> **Stored data**
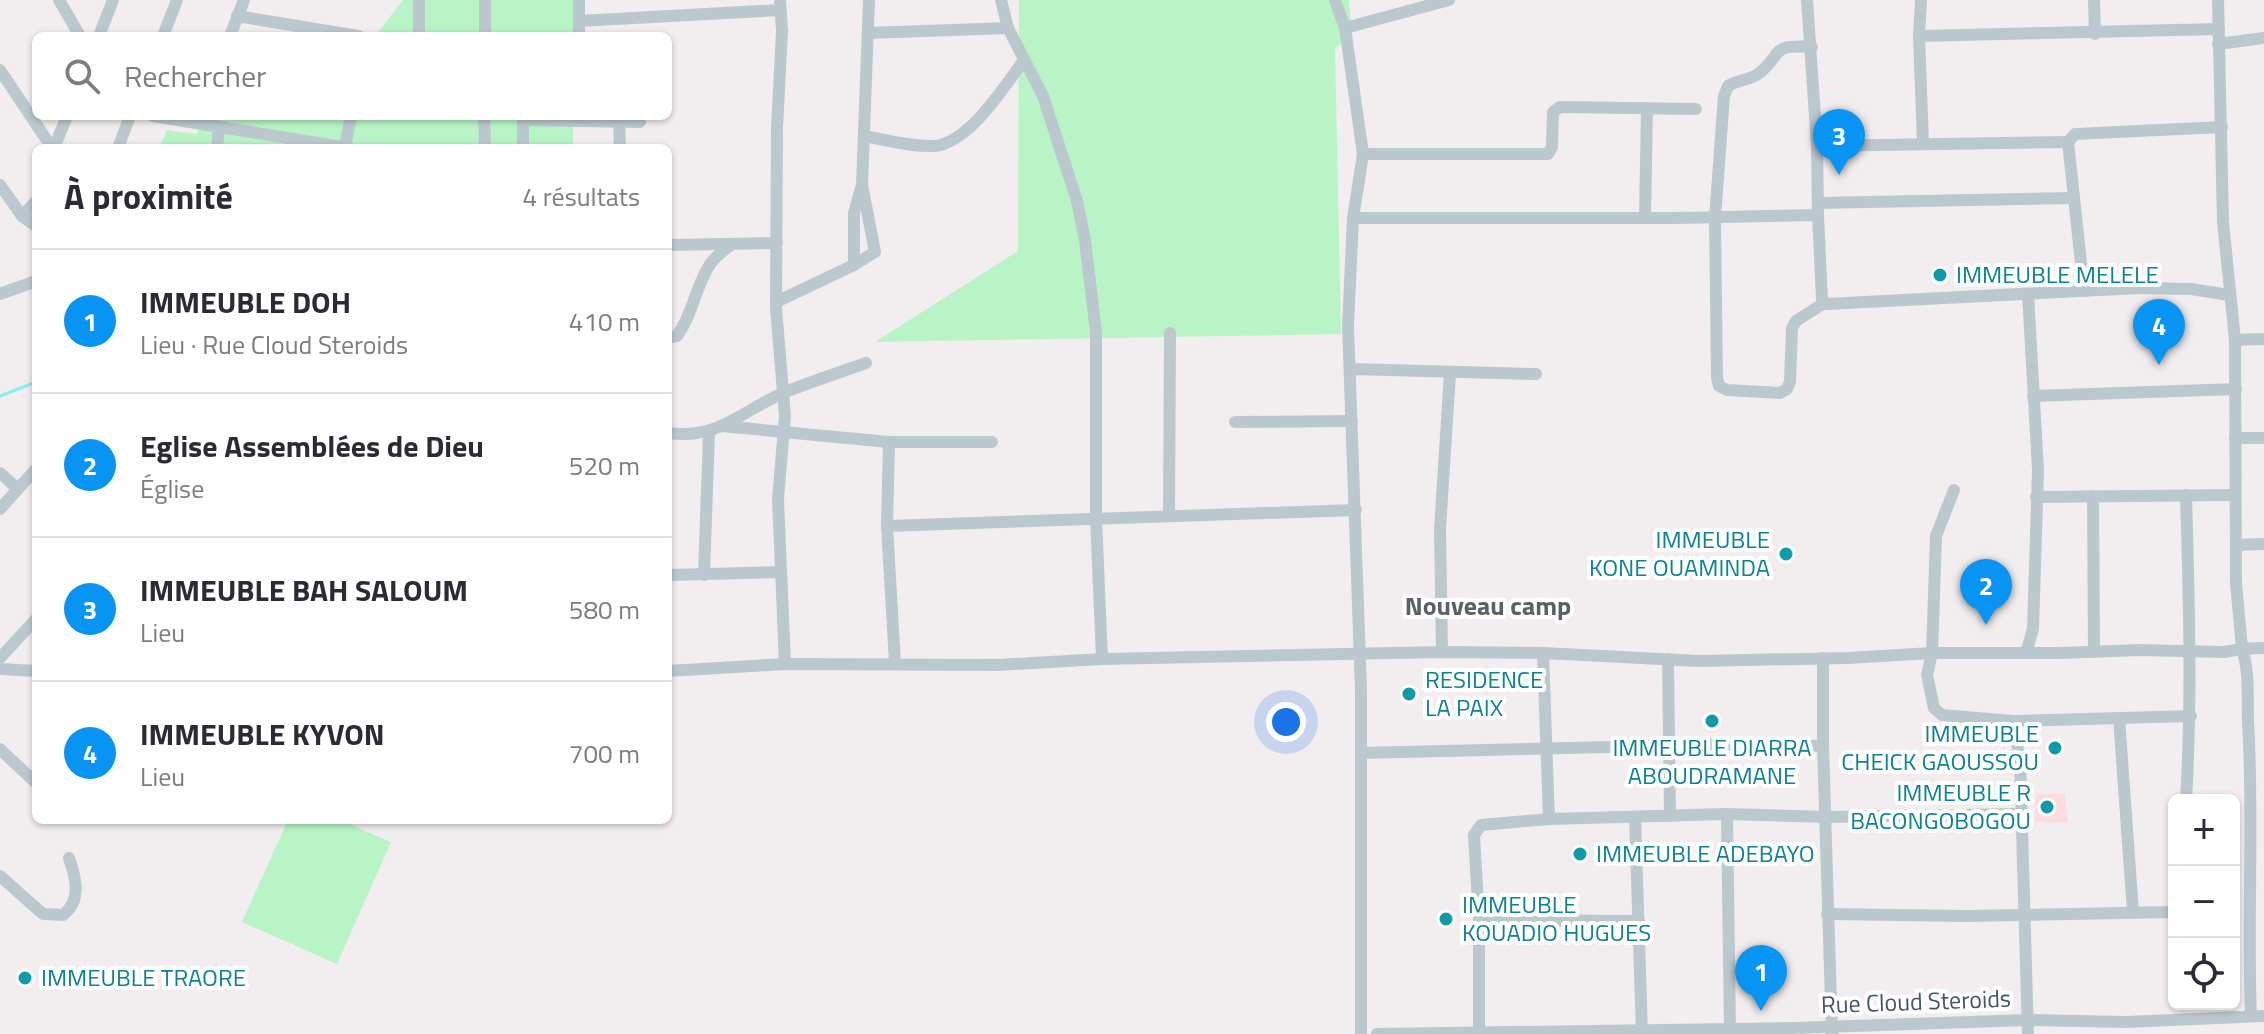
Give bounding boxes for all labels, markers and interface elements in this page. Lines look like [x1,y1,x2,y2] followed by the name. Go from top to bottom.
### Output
[32,32,672,120] search box
[124,53,267,99] text: Rechercher
[60,54,104,98] icon: search
[1813,109,1865,175] pin: 3
[64,170,233,222] text: À proximité
[523,177,640,216] text: 4 résultats
[1956,256,2159,292] place label: IMMEUBLE MELELE
[1931,266,1949,284] marker: IMMEUBLE MELELE
[140,279,351,325] text: IMMEUBLE DOH
[2133,299,2185,365] pin: 4
[83,302,97,341] text: 1
[569,302,640,341] text: 410 m
[140,325,408,364] text: Lieu · Rue Cloud Steroids
[140,423,484,469] text: Eglise Assemblées de Dieu
[83,446,97,485] text: 2
[569,446,640,485] text: 520 m
[140,469,204,508] text: Église
[1589,521,1770,585] place label: IMMEUBLE KONE OUAMINDA
[1777,545,1795,563] marker: IMMEUBLE KONE OUAMINDA
[1960,559,2012,625] pin: 2
[140,567,468,613] text: IMMEUBLE BAH SALOUM
[1405,586,1571,625] district label: Nouveau camp
[83,590,97,629] text: 3
[569,590,640,629] text: 580 m
[140,613,185,652] text: Lieu
[1425,661,1543,725] place label: RESIDENCE LA PAIX
[1400,685,1418,703] marker: RESIDENCE LA PAIX
[1266,702,1306,742] your location
[140,711,385,757] text: IMMEUBLE KYVON
[1703,712,1721,730] marker: IMMEUBLE DIARRA ABOUDRAMANE
[1841,715,2039,779] place label: IMMEUBLE CHEICK GAOUSSOU
[1612,729,1812,793] place label: IMMEUBLE DIARRA ABOUDRAMANE
[83,734,97,773] text: 4
[569,734,640,773] text: 700 m
[2046,739,2064,757] marker: IMMEUBLE CHEICK GAOUSSOU
[140,757,185,796] text: Lieu
[1850,774,2031,838] place label: IMMEUBLE R BACONGOBOGOU
[2168,794,2240,1010] map controls
[2168,794,2240,866] button: +
[2038,798,2056,816] marker: IMMEUBLE R BACONGOBOGOU
[1596,835,1815,871] place label: IMMEUBLE ADEBAYO
[1571,845,1589,863] marker: IMMEUBLE ADEBAYO
[2168,866,2240,938] button: −
[1462,886,1651,950] place label: IMMEUBLE KOUADIO HUGUES
[1437,910,1455,928] marker: IMMEUBLE KOUADIO HUGUES
[2168,938,2240,1010] button: locate
[1735,945,1787,1011] pin: 1
[41,959,246,995] place label: IMMEUBLE TRAORE
[16,969,34,987] marker: IMMEUBLE TRAORE
[1820,980,2012,1022] street label: Rue Cloud Steroids

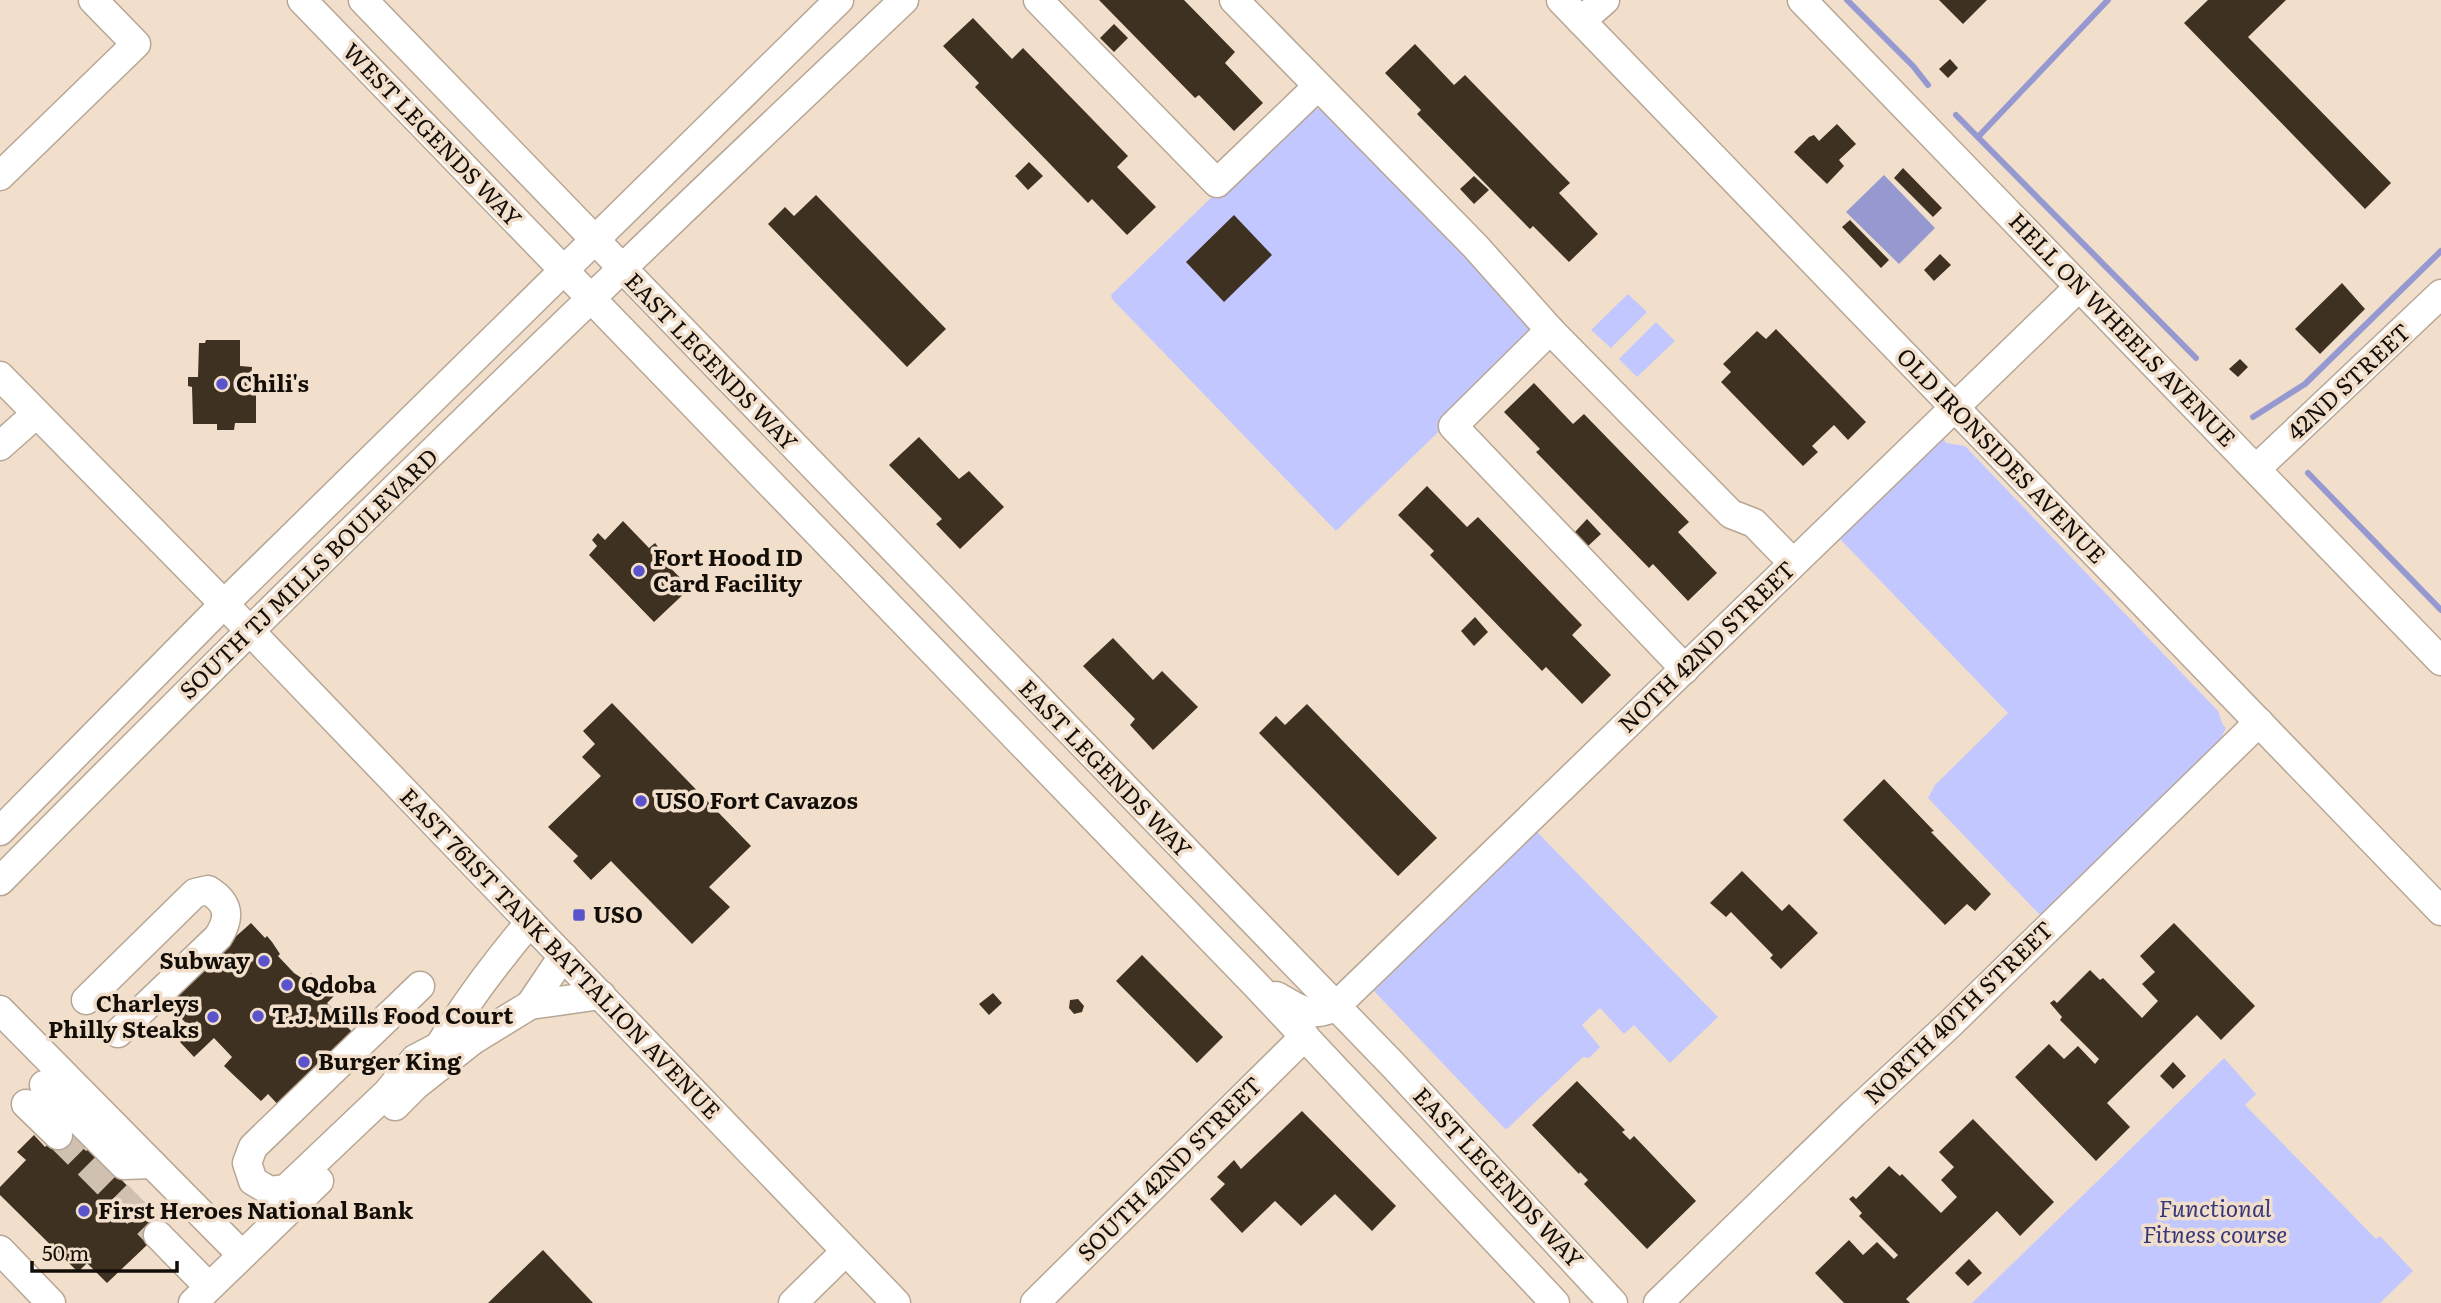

> **Your objective**
Repeat each of the entries above exactly, but do not carry over the pictures.

> **Result**
Give bounding boxes for all labels, markers and interface elements in this page. Lines look like [x1,y1,x2,y2] followed by the name. Go from top to bottom.
### Output
[32,32,672,120] search box
[124,53,267,99] text: Rechercher
[60,54,104,98] icon: search
[1813,109,1865,175] pin: 3
[64,170,233,222] text: À proximité
[523,177,640,216] text: 4 résultats
[1956,256,2159,292] place label: IMMEUBLE MELELE
[1931,266,1949,284] marker: IMMEUBLE MELELE
[140,279,351,325] text: IMMEUBLE DOH
[2133,299,2185,365] pin: 4
[83,302,97,341] text: 1
[569,302,640,341] text: 410 m
[140,325,408,364] text: Lieu · Rue Cloud Steroids
[140,423,484,469] text: Eglise Assemblées de Dieu
[83,446,97,485] text: 2
[569,446,640,485] text: 520 m
[140,469,204,508] text: Église
[1589,521,1770,585] place label: IMMEUBLE KONE OUAMINDA
[1777,545,1795,563] marker: IMMEUBLE KONE OUAMINDA
[1960,559,2012,625] pin: 2
[140,567,468,613] text: IMMEUBLE BAH SALOUM
[1405,586,1571,625] district label: Nouveau camp
[83,590,97,629] text: 3
[569,590,640,629] text: 580 m
[140,613,185,652] text: Lieu
[1425,661,1543,725] place label: RESIDENCE LA PAIX
[1400,685,1418,703] marker: RESIDENCE LA PAIX
[1266,702,1306,742] your location
[140,711,385,757] text: IMMEUBLE KYVON
[1703,712,1721,730] marker: IMMEUBLE DIARRA ABOUDRAMANE
[1841,715,2039,779] place label: IMMEUBLE CHEICK GAOUSSOU
[1612,729,1812,793] place label: IMMEUBLE DIARRA ABOUDRAMANE
[83,734,97,773] text: 4
[569,734,640,773] text: 700 m
[2046,739,2064,757] marker: IMMEUBLE CHEICK GAOUSSOU
[140,757,185,796] text: Lieu
[1850,774,2031,838] place label: IMMEUBLE R BACONGOBOGOU
[2168,794,2240,1010] map controls
[2168,794,2240,866] button: +
[2038,798,2056,816] marker: IMMEUBLE R BACONGOBOGOU
[1596,835,1815,871] place label: IMMEUBLE ADEBAYO
[1571,845,1589,863] marker: IMMEUBLE ADEBAYO
[2168,866,2240,938] button: −
[1462,886,1651,950] place label: IMMEUBLE KOUADIO HUGUES
[1437,910,1455,928] marker: IMMEUBLE KOUADIO HUGUES
[2168,938,2240,1010] button: locate
[1735,945,1787,1011] pin: 1
[41,959,246,995] place label: IMMEUBLE TRAORE
[16,969,34,987] marker: IMMEUBLE TRAORE
[1820,980,2012,1022] street label: Rue Cloud Steroids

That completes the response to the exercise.